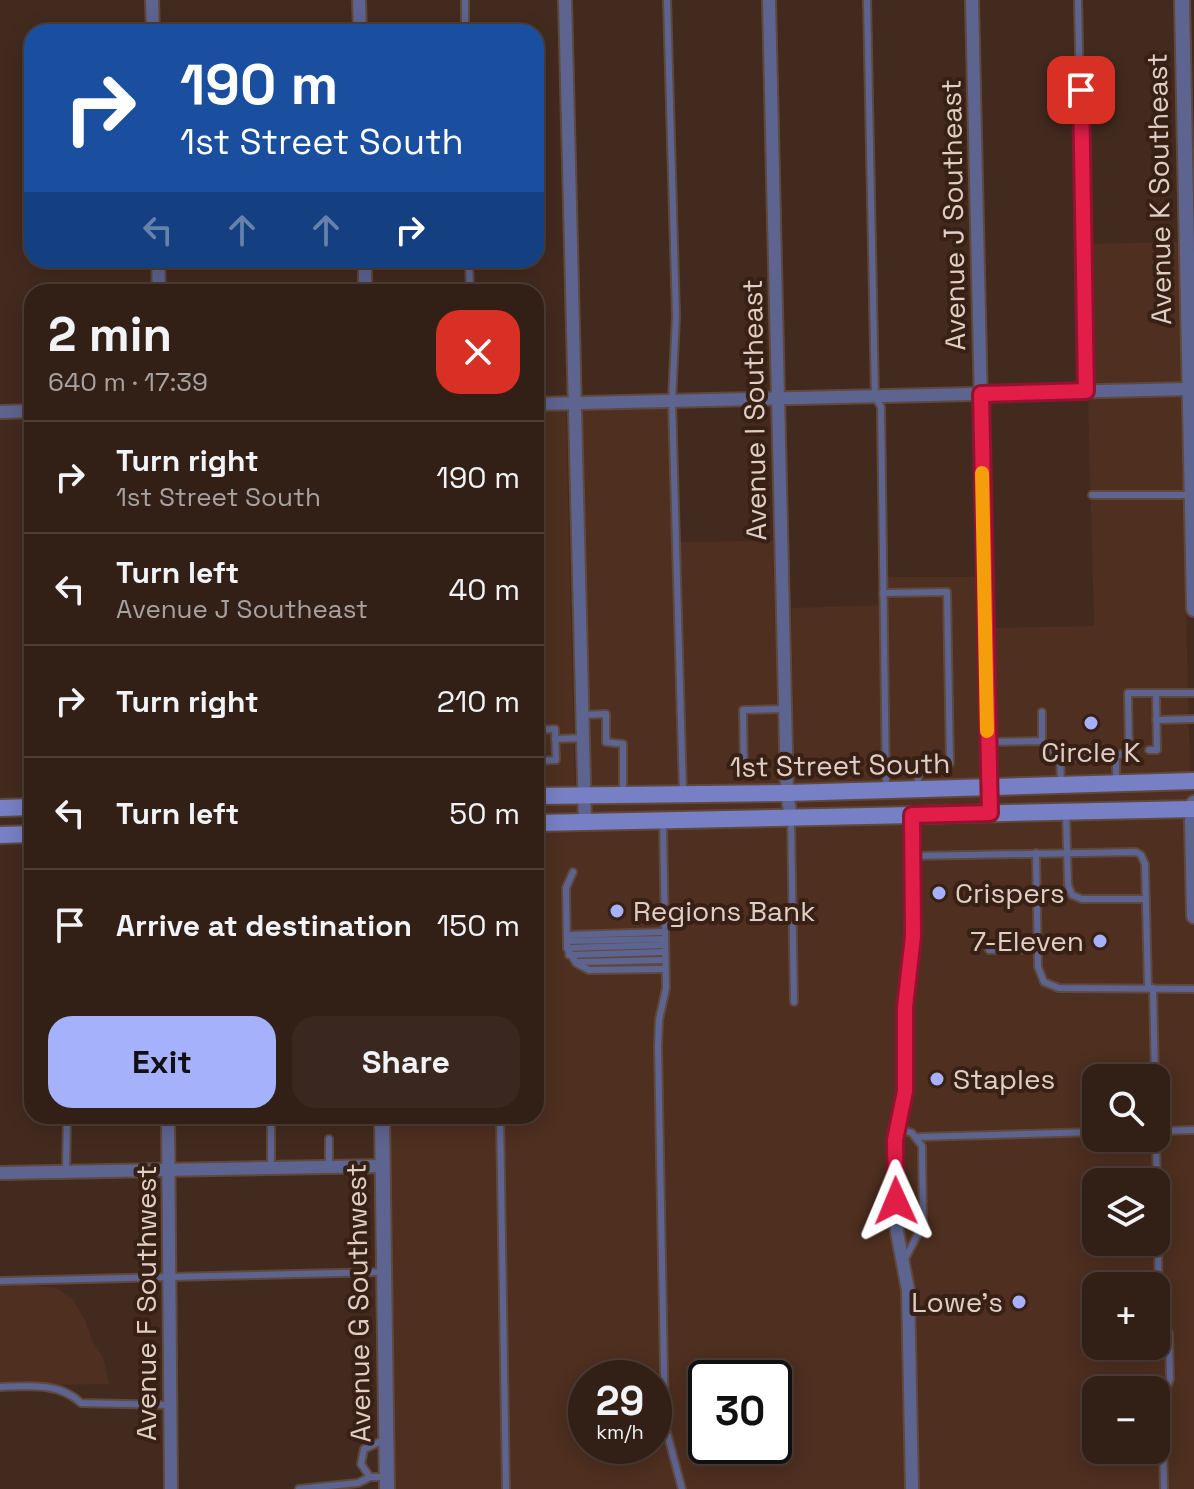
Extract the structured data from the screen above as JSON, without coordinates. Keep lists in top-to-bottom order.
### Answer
{
  "streets": {
    "main road": ["1st Street South"],
    "street": [
      "Avenue K Southeast",
      "Avenue J Southeast",
      "Avenue I Southeast",
      "Avenue F Southwest",
      "Avenue G Southwest"
    ]
  },
  "crossings": [
    ["Avenue J Southeast", "1st Street South"],
    ["Avenue I Southeast", "1st Street South"]
  ],
  "places": [
    "Circle K",
    "Crispers",
    "Regions Bank",
    "7-Eleven",
    "Staples",
    "Lowe's"
  ],
  "page": {
    "turn": ["190 m", "1st Street South"],
    "heading": ["2 min", "640 m · 17:39"],
    "list": [
      {
        "name": "Turn right",
        "note": "1st Street South",
        "value": "190 m"
      },
      {
        "name": "Turn left",
        "note": "Avenue J Southeast",
        "value": "40 m"
      },
      {
        "name": "Turn right",
        "value": "210 m"
      },
      {
        "name": "Turn left",
        "value": "50 m"
      },
      {
        "name": "Arrive at destination",
        "value": "150 m"
      }
    ],
    "buttons": ["Exit", "Share"],
    "map_buttons": ["+", "−"],
    "speed": "29 km/h",
    "limit": "30"
  }
}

- Problem to work on: From the records above, copy each line in which the string "Southwest" occurs.

- Exercise solution:
      "Avenue F Southwest",
      "Avenue G Southwest"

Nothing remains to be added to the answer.